Activity -> When you transcribe the entries below, keep the wording exact and omit the pictures.

(Stored items)
========

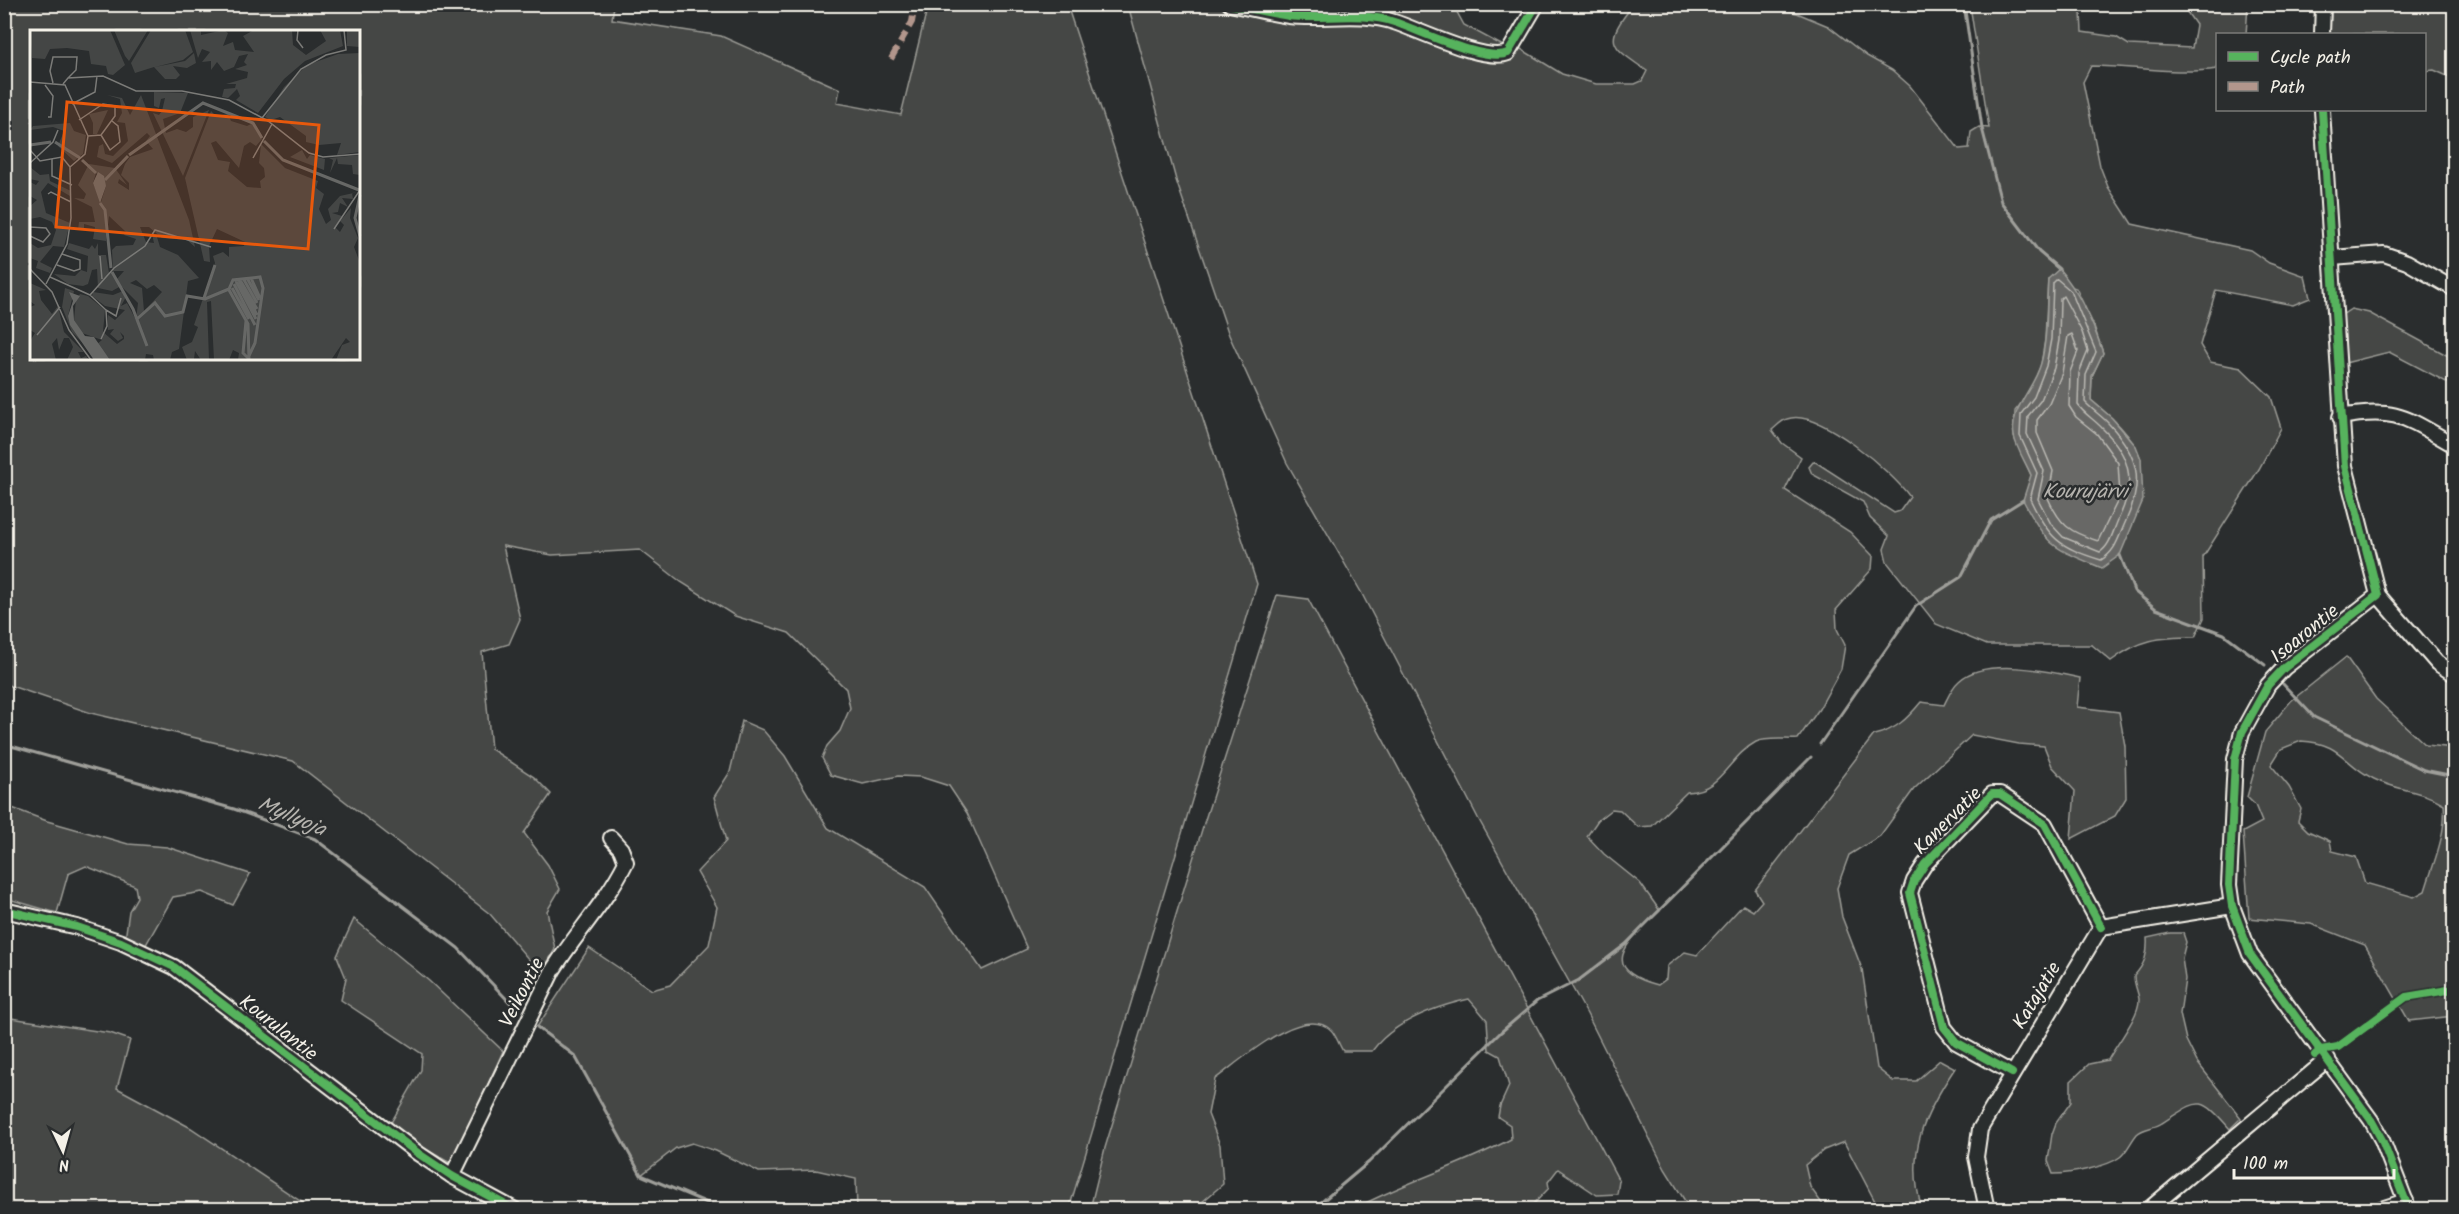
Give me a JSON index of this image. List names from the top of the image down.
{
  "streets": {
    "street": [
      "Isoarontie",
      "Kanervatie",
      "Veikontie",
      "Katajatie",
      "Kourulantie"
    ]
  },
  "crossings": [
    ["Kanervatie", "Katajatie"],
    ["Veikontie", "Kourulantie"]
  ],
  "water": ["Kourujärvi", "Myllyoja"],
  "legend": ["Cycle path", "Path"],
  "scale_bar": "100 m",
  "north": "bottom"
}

========

Answer section ->
Give me a JSON index of this image. List names from the top of the image down.
{
  "streets": {
    "street": [
      "Isoarontie",
      "Kanervatie",
      "Veikontie",
      "Katajatie",
      "Kourulantie"
    ]
  },
  "crossings": [
    ["Kanervatie", "Katajatie"],
    ["Veikontie", "Kourulantie"]
  ],
  "water": ["Kourujärvi", "Myllyoja"],
  "legend": ["Cycle path", "Path"],
  "scale_bar": "100 m",
  "north": "bottom"
}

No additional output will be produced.